• [Aim of the task]: Find each line in the following listing that has the string "rule", then state the count and nothing else.

• [Records for processing]:
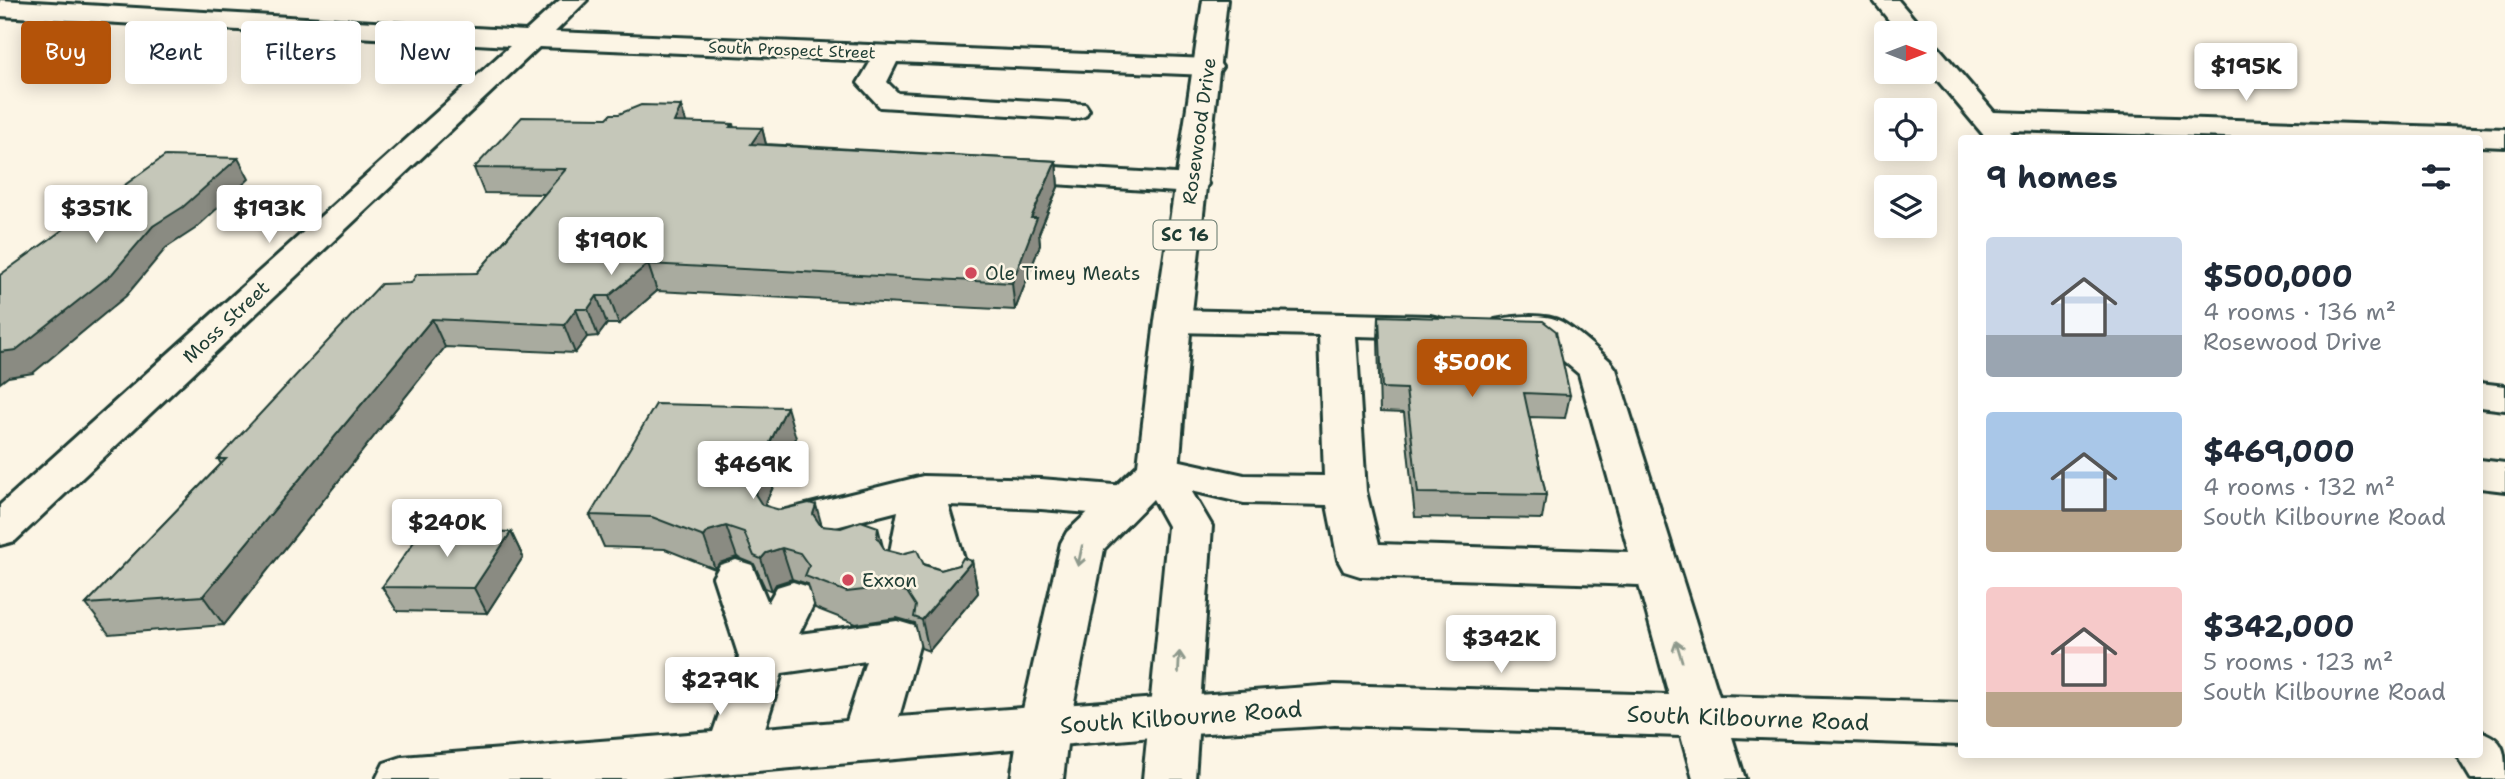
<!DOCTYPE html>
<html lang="en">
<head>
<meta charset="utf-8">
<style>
	:root { --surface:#fff; --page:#f2f2f3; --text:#1f2937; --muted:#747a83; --accent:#b45309 }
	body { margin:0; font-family:"Shantell Sans",sans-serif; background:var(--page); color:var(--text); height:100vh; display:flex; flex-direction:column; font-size:26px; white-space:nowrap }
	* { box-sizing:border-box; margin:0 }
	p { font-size:23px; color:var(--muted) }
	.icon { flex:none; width:38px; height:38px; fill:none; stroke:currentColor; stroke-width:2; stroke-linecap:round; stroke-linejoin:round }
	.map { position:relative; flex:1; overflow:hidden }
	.details { position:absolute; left:1958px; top:135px; width:525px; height:623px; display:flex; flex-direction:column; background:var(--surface); border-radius:7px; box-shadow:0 4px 18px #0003 }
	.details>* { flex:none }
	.guide { position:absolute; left:21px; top:21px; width:665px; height:63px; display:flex; gap:14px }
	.needle { width:46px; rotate:90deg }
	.fabs { position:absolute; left:1874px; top:21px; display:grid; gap:14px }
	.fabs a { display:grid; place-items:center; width:63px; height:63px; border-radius:7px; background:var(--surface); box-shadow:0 4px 18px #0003; font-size:35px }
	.price { position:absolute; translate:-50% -60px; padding:0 16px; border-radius:7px; background:#fff; color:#222; font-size:23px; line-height:46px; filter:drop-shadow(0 2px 4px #0008) }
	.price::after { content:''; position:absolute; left:50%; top:42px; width:21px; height:16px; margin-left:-10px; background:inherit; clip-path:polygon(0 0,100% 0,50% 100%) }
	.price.on { background:var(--accent); color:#fff }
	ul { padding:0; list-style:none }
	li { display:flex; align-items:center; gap:21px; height:175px; padding:0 28px }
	li span { display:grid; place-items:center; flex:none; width:196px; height:140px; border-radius:7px; color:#555 }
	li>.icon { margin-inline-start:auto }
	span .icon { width:84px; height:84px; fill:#fffc; stroke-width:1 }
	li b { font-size:30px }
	h2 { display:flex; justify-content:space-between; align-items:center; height:84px; padding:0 28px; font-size:30px }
	.tag { padding:0 24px; border-radius:7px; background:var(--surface); box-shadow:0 4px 18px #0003; font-size:24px; line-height:63px }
	.tag.on { background:var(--accent); color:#fff }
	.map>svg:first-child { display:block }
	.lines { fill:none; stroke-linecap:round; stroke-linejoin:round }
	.minor-casing { stroke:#1f3d34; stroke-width:6 }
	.major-casing { stroke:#1f3d34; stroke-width:6 }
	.minor { fill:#fcf5e5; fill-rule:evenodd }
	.major { fill:#fcf5e5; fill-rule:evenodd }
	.wall { fill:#a9ab9f; stroke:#1f3d34; stroke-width:2 }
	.shaded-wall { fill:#8a8b82; stroke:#1f3d34; stroke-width:2 }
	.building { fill:#c5c7b9; stroke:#1f3d34; stroke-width:2 }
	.oneway { stroke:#8e998c }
	.poi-dot { fill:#d1495b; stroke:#fcf5e5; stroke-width:2.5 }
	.labels { text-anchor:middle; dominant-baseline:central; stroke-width:5; stroke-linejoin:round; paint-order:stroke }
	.far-street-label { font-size:16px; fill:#1f3d34; stroke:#fcf5e5 }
	.shield { fill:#fcf5e5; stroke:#617469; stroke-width:2 }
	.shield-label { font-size:18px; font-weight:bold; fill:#1f3d34 }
	.street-label { font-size:19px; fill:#1f3d34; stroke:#fcf5e5 }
	.poi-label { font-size:19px; fill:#1f3d34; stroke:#fcf5e5; text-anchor:start }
	.near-street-label { font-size:23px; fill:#1f3d34; stroke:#fcf5e5 }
</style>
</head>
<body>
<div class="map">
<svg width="2505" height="779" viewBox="0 0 2505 779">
	<rect width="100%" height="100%" fill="#fcf5e5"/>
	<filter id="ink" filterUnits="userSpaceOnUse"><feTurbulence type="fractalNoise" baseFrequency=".0143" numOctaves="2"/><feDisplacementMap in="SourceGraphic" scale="14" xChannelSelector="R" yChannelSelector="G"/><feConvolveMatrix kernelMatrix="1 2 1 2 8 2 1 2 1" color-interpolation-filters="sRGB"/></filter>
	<g filter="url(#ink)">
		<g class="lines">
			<defs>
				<g id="minor">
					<path d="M0,0L526,31L560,0H587L555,32L1208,59L1218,61L1222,67L1218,73L1208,75L897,62L887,82L898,93L1085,104L1089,110L1085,116L1075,119L880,107L858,83L871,61L539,47L15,541L0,545V505L510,46L0,16Z"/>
					<path d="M1873,0H1898L1926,33H1899Z"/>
					<path d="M1925,40L1934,42L1994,112L2505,129V147L2480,146V138H2258L2010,130L2016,138H1986L1925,65Z"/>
					<path d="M1005,164L1192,175L1203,177L1208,184L1203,191L1192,193L994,180L990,173L994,166Z"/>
					<path d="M1173,310L1430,316L1443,319L1448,327L1443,335L1430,338L1356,336L1366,491L1379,544L1629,552L1579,374L1539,340L1495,336L1490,328L1495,320C1513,316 1545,313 1562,322C1579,332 1595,348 1610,361L1616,369L1719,696L1962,703V745L1732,737L1745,779H1693L1681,736L1335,725L1176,735L663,779H376L384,763L402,757L713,732L739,657L713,577L720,565L736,560L752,565L768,603L777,587L793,582L809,587L816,599L799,634L897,621L914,626L921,639L899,717L1335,685L1669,695L1639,585L1360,576L1344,571L1338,560L1327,505L1244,503L1143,480L1137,470L1143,460L1158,456L1244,475L1324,476L1319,335L1173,332L1160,329L1155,321L1160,313ZM866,661L847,721L765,728L782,673Z"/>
					<path d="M2480,383L2505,386V410L2480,407Z"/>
					<path d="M2480,460L2505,463V491L2480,488Z"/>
					<path d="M923,476L1041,479L1126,486L1141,491L1147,501L1141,511L1126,516L1041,509L948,505L971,582L964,594L948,599L932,594L925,579L909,583L893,579L887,567L898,511L789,539L774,535L767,524L774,513Z"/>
					<path d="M2480,731C2505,740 2505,750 2505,779H2471L2456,754H2480Z"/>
				</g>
				<path id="major" d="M1203,0H1227L1191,321L1179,470L1212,526L1195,779H1143L1168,526L1153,499L1104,549L1069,727L1063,779H1011L1019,727L1061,543L1067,532L1138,465L1155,321Z"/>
			</defs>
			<use href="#minor" class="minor-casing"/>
			<use href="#major" class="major-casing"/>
			<use href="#minor" class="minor"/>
			<use href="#major" class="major"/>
		</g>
		<g class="wall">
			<path d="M686,123L733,124L734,128H762L766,144L1056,161L1058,187L1039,233L1040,245L1015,310L657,291L619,324H607L598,336L587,337L575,353L445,347L224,625L109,634L86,604L221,464L218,459L411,283L477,273L544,194L484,193L474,168Z"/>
			<path d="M1379,316L1570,395L1565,418L1529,417L1546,495L1542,519L1415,517L1404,413L1380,412L1378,339Z"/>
			<path d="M796,438L765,504V506L883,547L885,550L941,570L972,561L978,593L929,651L921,648L915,623L897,618L856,624L815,608L808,584L792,579L776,584L772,591L765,588L754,564L737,557L719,563L715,569L665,549L604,547L590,515Z"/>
			<path d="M511,532L523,557L487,613L397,611L382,587Z"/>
		</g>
		<g class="shaded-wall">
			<path d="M681,106L689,131L674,122Z"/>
			<path d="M762,128L768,153L751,144Z"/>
			<path d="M238,158L249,179L195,229L166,248L126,296L33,373L8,377L0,383V352L153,226Z"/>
			<path d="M1056,161L1058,187L1039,233L1040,245L1015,310L1012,283L1031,218Z"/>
			<path d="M648,264L657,291L619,324L609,296Z"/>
			<path d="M597,296L607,324L598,336L588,309Z"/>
			<path d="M576,309L587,337L575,353L564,325Z"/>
			<path d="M432,319L445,347L224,625L203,596Z"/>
			<path d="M787,407L796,438L765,504L769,516L765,525L751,482Z"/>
			<path d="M816,505L825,537L813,514Z"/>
			<path d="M726,526L737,557L719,563L715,569L704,537L708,531Z"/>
			<path d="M878,527L886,559L877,537Z"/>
			<path d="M511,532L523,557L487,613L474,588Z"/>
			<path d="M782,548L792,579L776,584L772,591L761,559L766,553Z"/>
			<path d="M972,561L978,593L929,651L922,620Z"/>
		</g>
		<g class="building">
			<path d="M641,105L681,106L674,122L733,124L730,127L762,128L751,144L1056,161L1031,218H1037L1012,283L648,264L609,296H597L588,309H576L564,325L432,319L203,596L86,604L226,459H218L381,284L411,283L417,274L477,273L566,169L474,168L522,117L607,118L611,114H619Z"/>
			<path d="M165,156L238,158L183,207L153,226L112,274L16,350L0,352V275Z"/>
			<path d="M1379,316L1543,321L1556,331L1570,395L1524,393L1546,495L1418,493L1406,389L1382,388Z"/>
			<path d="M656,404L787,407L751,482L759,485L755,494L762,505L780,510L809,503L816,505L813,514L821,526L841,528L861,521L878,527L877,537L885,550L901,554L917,550L924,565L941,570L959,565L963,558L972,561L922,620L914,617L916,606L907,592L889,587L847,592L805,576L809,566L800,553L782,548L766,553L761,559L754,556L744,532L726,526L708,531L704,537L652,517L590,515Z"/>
			<path d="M423,529L511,532L474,588L382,587Z"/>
		</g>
		<defs><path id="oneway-shaft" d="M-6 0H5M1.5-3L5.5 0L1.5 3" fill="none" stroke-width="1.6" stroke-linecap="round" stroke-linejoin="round" transform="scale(1.75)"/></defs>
		<g class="oneway">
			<use href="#oneway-shaft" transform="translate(1080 556) rotate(102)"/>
			<use href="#oneway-shaft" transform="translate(1679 651) rotate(-107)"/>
			<use href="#oneway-shaft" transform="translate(1179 662) rotate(-87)"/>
		</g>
	</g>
	<g class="poi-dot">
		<circle cx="971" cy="273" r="7"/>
		<circle cx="848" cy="580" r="7"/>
	</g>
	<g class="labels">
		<g class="far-street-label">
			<text transform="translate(792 50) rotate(2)">South Prospect Street</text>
		</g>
		<rect class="shield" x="1153.5" y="220.5" width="63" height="29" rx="5"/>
		<g class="shield-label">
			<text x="1185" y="235">SC 16</text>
		</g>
		<g class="street-label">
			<text transform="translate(1199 131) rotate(-82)">Rosewood Drive</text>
			<text transform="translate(226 322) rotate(-43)">Moss Street</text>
		</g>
		<g class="poi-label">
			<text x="985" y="273">Ole Timey Meats</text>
			<text x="862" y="580">Exxon</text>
		</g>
		<g class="near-street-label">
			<text transform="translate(1181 717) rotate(-4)">South Kilbourne Road</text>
			<text transform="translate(1748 718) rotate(2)">South Kilbourne Road</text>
		</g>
	</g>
</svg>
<div class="fabs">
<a><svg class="needle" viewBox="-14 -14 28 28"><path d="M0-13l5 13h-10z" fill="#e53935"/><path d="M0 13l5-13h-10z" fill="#747a83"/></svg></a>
<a><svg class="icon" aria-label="locate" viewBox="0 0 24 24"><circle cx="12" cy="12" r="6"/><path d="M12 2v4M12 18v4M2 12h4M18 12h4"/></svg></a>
<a><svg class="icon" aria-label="layers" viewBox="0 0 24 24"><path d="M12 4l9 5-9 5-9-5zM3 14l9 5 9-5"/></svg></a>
</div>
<b class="price" style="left:2246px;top:103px">$195K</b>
<b class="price" style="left:96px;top:245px">$351K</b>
<b class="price" style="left:269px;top:245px">$193K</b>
<b class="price" style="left:611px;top:277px">$190K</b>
<b class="price on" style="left:1472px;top:399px">$500K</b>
<b class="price" style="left:753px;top:501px">$469K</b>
<b class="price" style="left:447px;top:559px">$240K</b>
<b class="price" style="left:1501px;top:675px">$342K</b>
<b class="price" style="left:720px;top:717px">$279K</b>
<div class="guide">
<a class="tag on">Buy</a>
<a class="tag">Rent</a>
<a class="tag">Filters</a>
<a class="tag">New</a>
</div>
<section class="details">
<h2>9 homes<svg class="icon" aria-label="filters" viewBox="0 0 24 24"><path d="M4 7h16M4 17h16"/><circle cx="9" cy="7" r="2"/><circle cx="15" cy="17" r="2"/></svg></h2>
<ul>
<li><span style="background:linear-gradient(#c9d6e8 70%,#9aa5b1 0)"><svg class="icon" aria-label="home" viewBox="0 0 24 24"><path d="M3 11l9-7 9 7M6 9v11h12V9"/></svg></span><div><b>$500,000</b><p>4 rooms · 136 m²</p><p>Rosewood Drive</p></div></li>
<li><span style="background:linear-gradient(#a9c7e8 70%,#b9a48a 0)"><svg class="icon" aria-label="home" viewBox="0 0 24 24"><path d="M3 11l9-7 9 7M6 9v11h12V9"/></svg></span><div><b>$469,000</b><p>4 rooms · 132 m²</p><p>South Kilbourne Road</p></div></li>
<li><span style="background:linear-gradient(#f6c9c9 75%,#b9a48a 0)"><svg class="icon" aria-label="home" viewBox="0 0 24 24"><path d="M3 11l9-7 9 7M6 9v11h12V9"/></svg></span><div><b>$342,000</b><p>5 rooms · 123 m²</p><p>South Kilbourne Road</p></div></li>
</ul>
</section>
</div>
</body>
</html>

• [Solved exercise]: 2